Saint Polyeuctus was also venerated by Saint Acacius, Bishop of Meletine (March 31), a participant in the Third Ecumenical Council, and a great proponent of Orthodoxy. In the East, and also in the West, the holy Martyr Polyeuctus is venerated as a patron saint of vows and treaty agreements.

The Polyeucte Overture of French composer Paul Dukas is only one of many pieces of classical music inspired by the saints. It premiered in January of 1892. French dramatist Pierre Corneille has also written a play, Polyeucte (1642), based on the martyr’s life.

Saint Eustratius came from the city of Tarsus. At twenty years of age he secretly left his parents’ home and settled in the Abgar monastery (on Olympos in Asia Minor). There he lived a strict ascetic life, eating only bread and water, and spending his nights at prayer. After a certain while he was chosen as igumen of the monastery.

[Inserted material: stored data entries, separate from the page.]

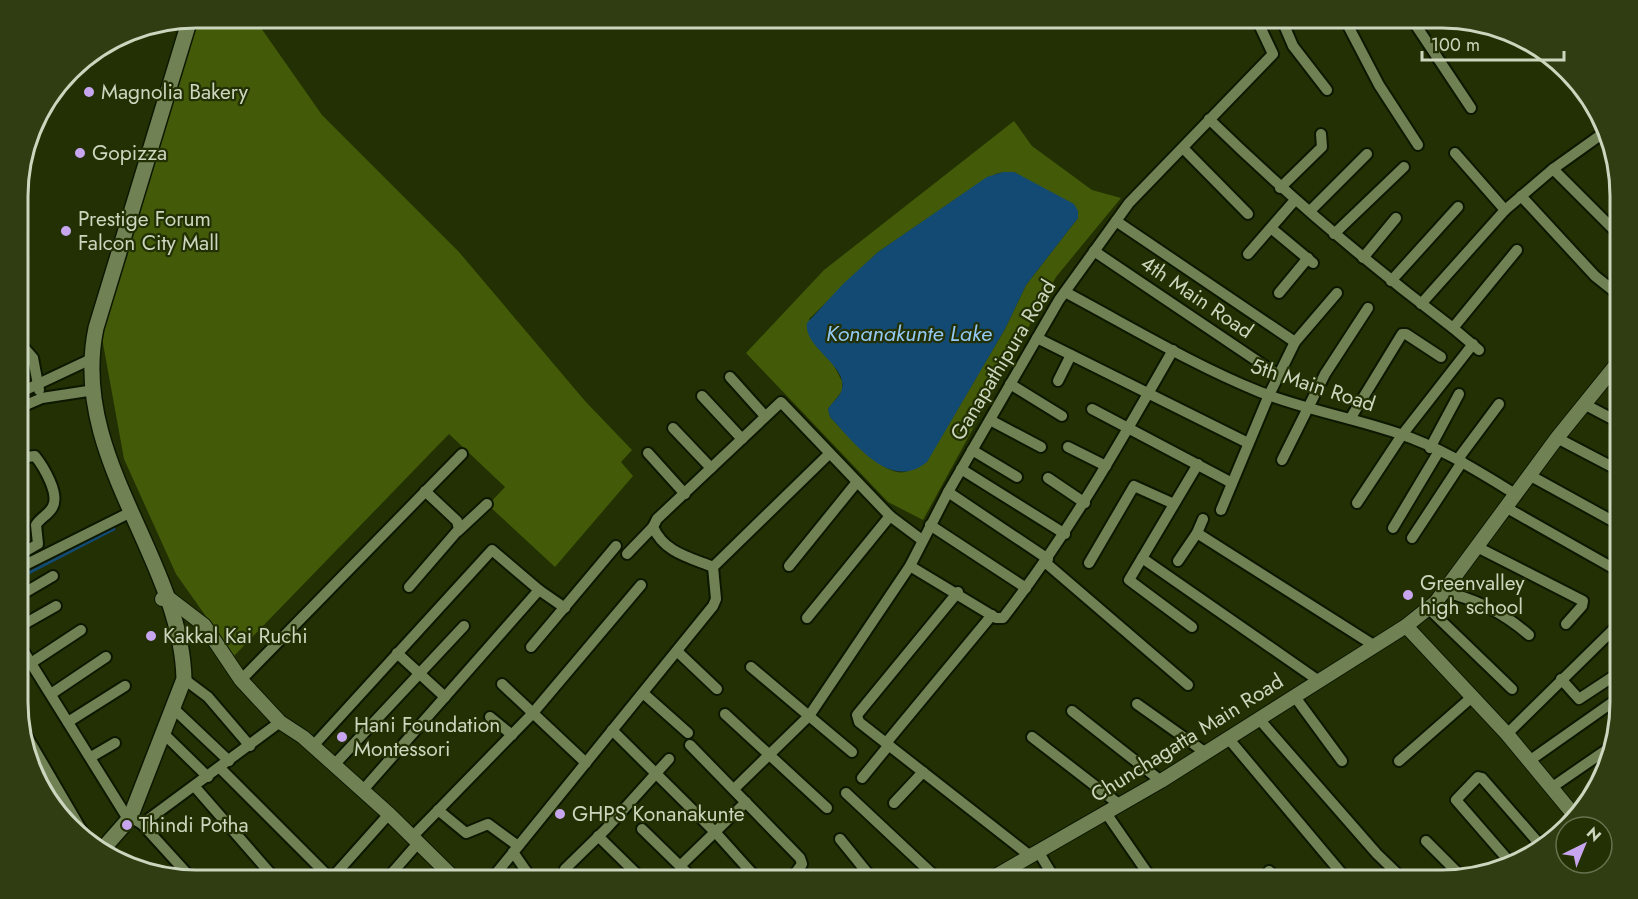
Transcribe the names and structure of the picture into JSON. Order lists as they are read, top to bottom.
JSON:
{
  "streets": {
    "street": [
      "4th Main Road",
      "Ganapathipura Road",
      "5th Main Road",
      "Chunchagatta Main Road"
    ]
  },
  "crossings": [
    ["4th Main Road", "Ganapathipura Road"],
    ["Ganapathipura Road", "5th Main Road"],
    ["5th Main Road", "Chunchagatta Main Road"]
  ],
  "water": ["Konanakunte Lake"],
  "places": [
    "Magnolia Bakery",
    "Gopizza",
    "Prestige Forum Falcon City Mall",
    "Greenvalley high school",
    "Kakkal Kai Ruchi",
    "Hani Foundation Montessori",
    "GHPS Konanakunte",
    "Thindi Potha"
  ],
  "scale_bar": "100 m",
  "north": "top right"
}
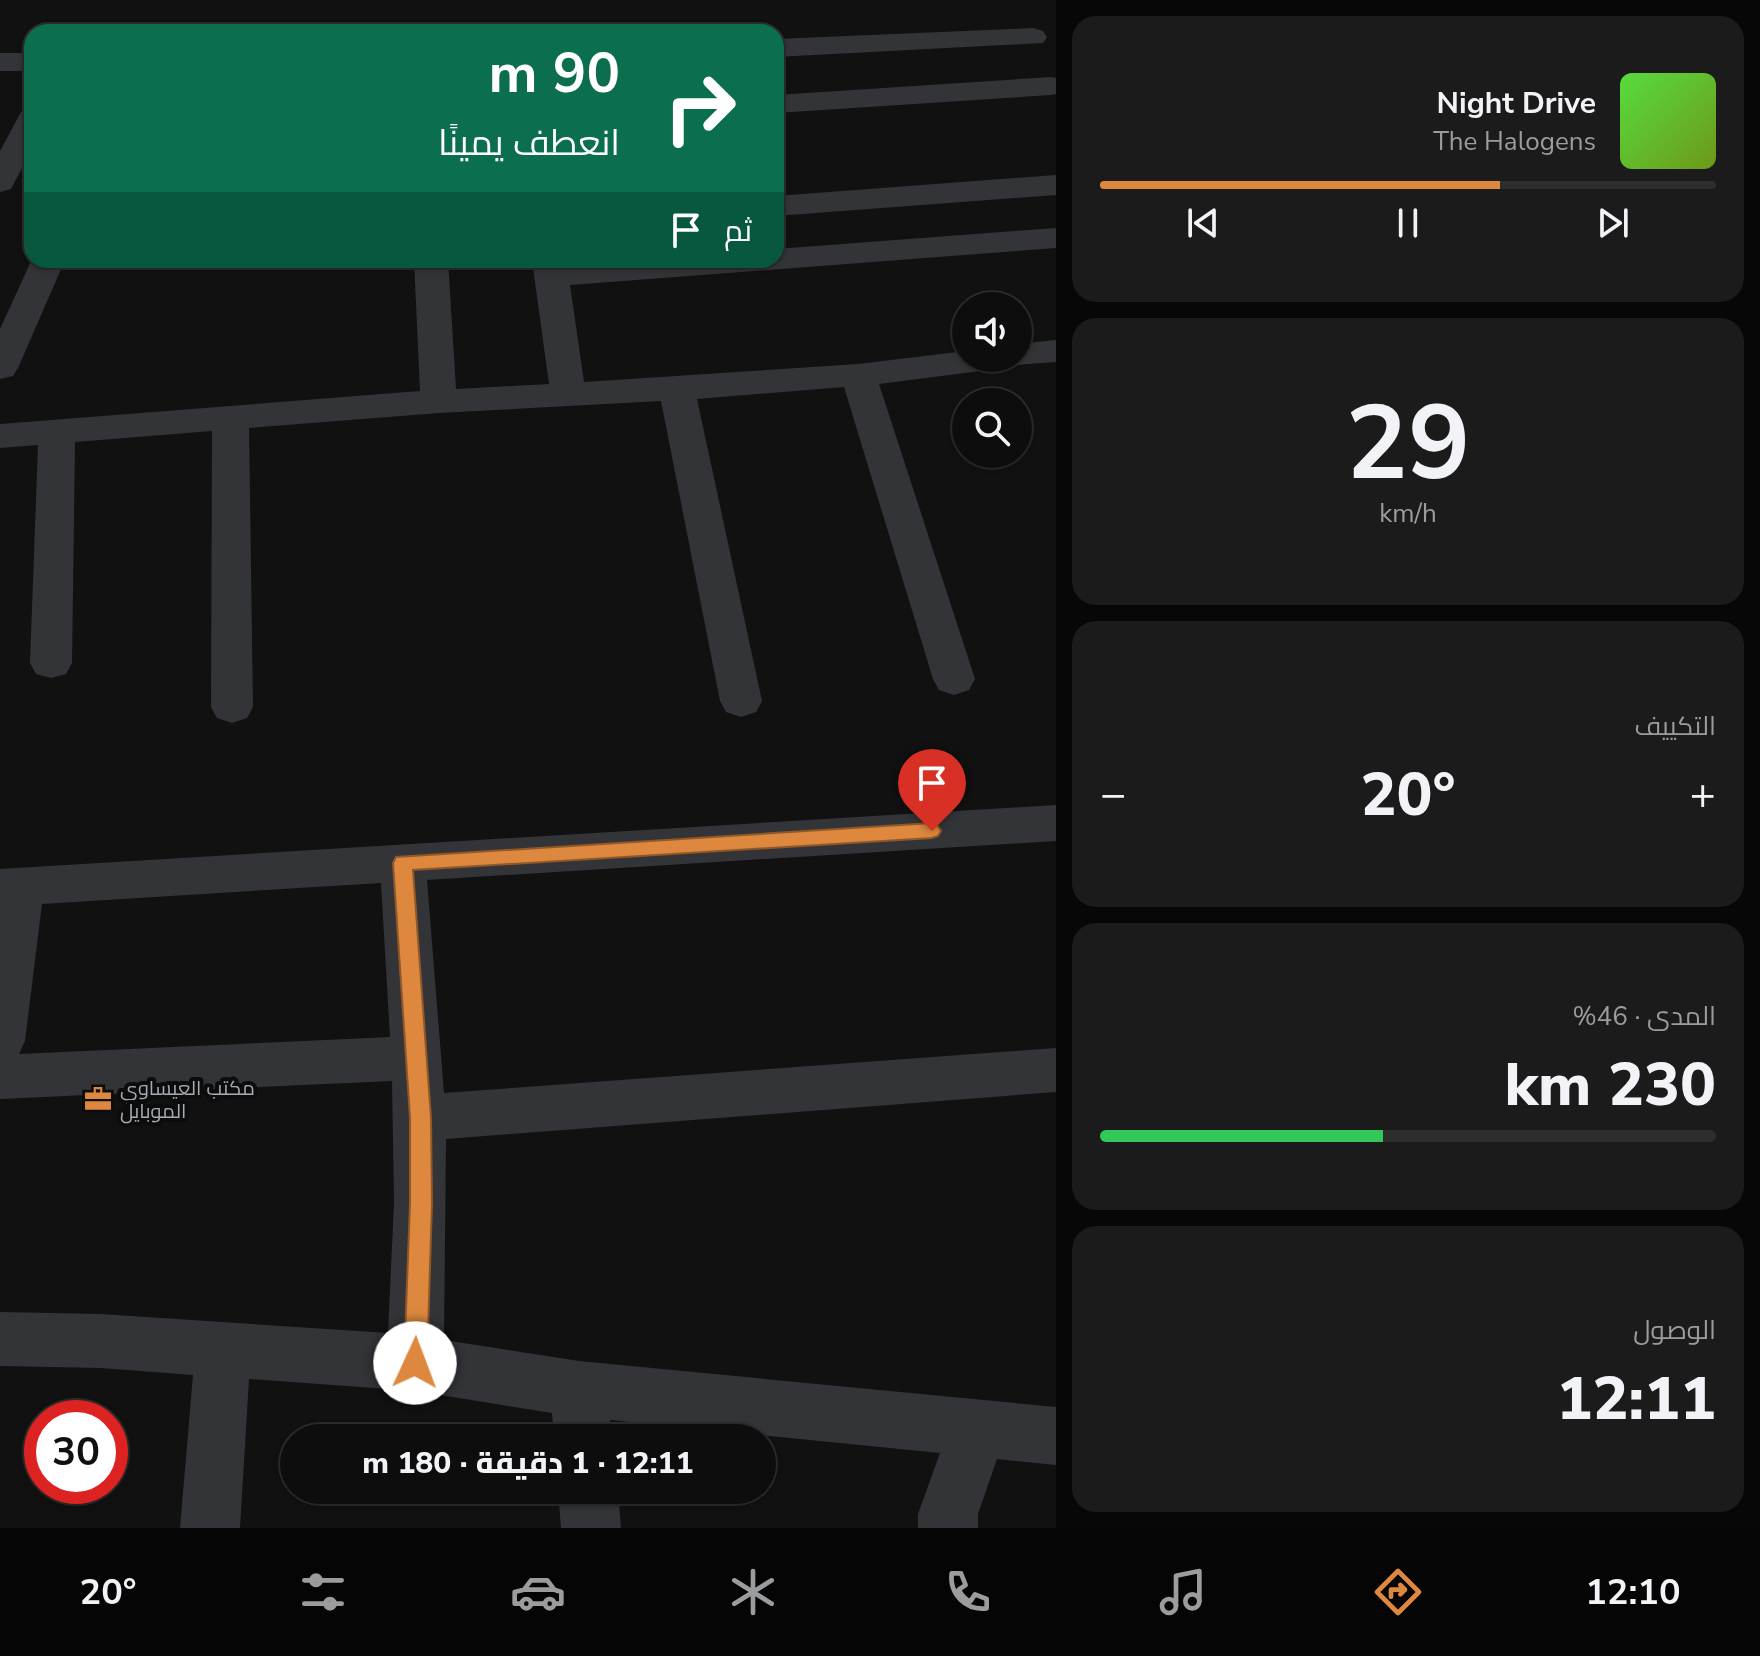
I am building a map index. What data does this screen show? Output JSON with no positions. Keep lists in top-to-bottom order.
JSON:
{
  "places": {
    "office": ["مكتب العيساوي الموبايل"]
  },
  "page": {
    "turn": ["90 m", "انعطف يمينًا"],
    "song": ["Night Drive", "The Halogens"],
    "then": "ثم",
    "tile": [
      ["29", "km/h"],
      "التكييف",
      ["المدى · 46%", "230 km"],
      ["الوصول", "12:11"]
    ],
    "heat": ["−", "20°", "+"],
    "limit": "30",
    "trip": "12:11 · 1 دقيقة · 180 m",
    "tabs": ["12:10", "20°"]
  }
}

During the reign of the Iconoclast Leo the Armenian (813-820), Saint Eustratius hid from pursuit by roaming the hills and the wilds. After the death of the emperor he returned to the monastery. Prayer was always on his lips, and he constantly repeated the words: “Lord, have mercy!”

Before his death he gave instructions to the monks not to be attracted towards earthly blessings, and constantly to think about the future life. Signing himself with the Sign of the Cross, he said, “Into Thy hands, O Lord, I commend my spirit” and he died in peace at age 95.

Saint Peter, Bishop of Sebaste, was a brother of Saint Basil the Great and Saint Gregory of Nyssa (January 1 and January 10). His older sister, Saint Macrina (July 19) played a large role in his upbringing.

Saint Basil the Great ordained Saint Peter as presbyter, and later he was made Bishop of Sebaste (in Armenia). Saint Peter was present at the Second Ecumenical Council in the year 381, convened at Constantinople against the heresy of Macedonius.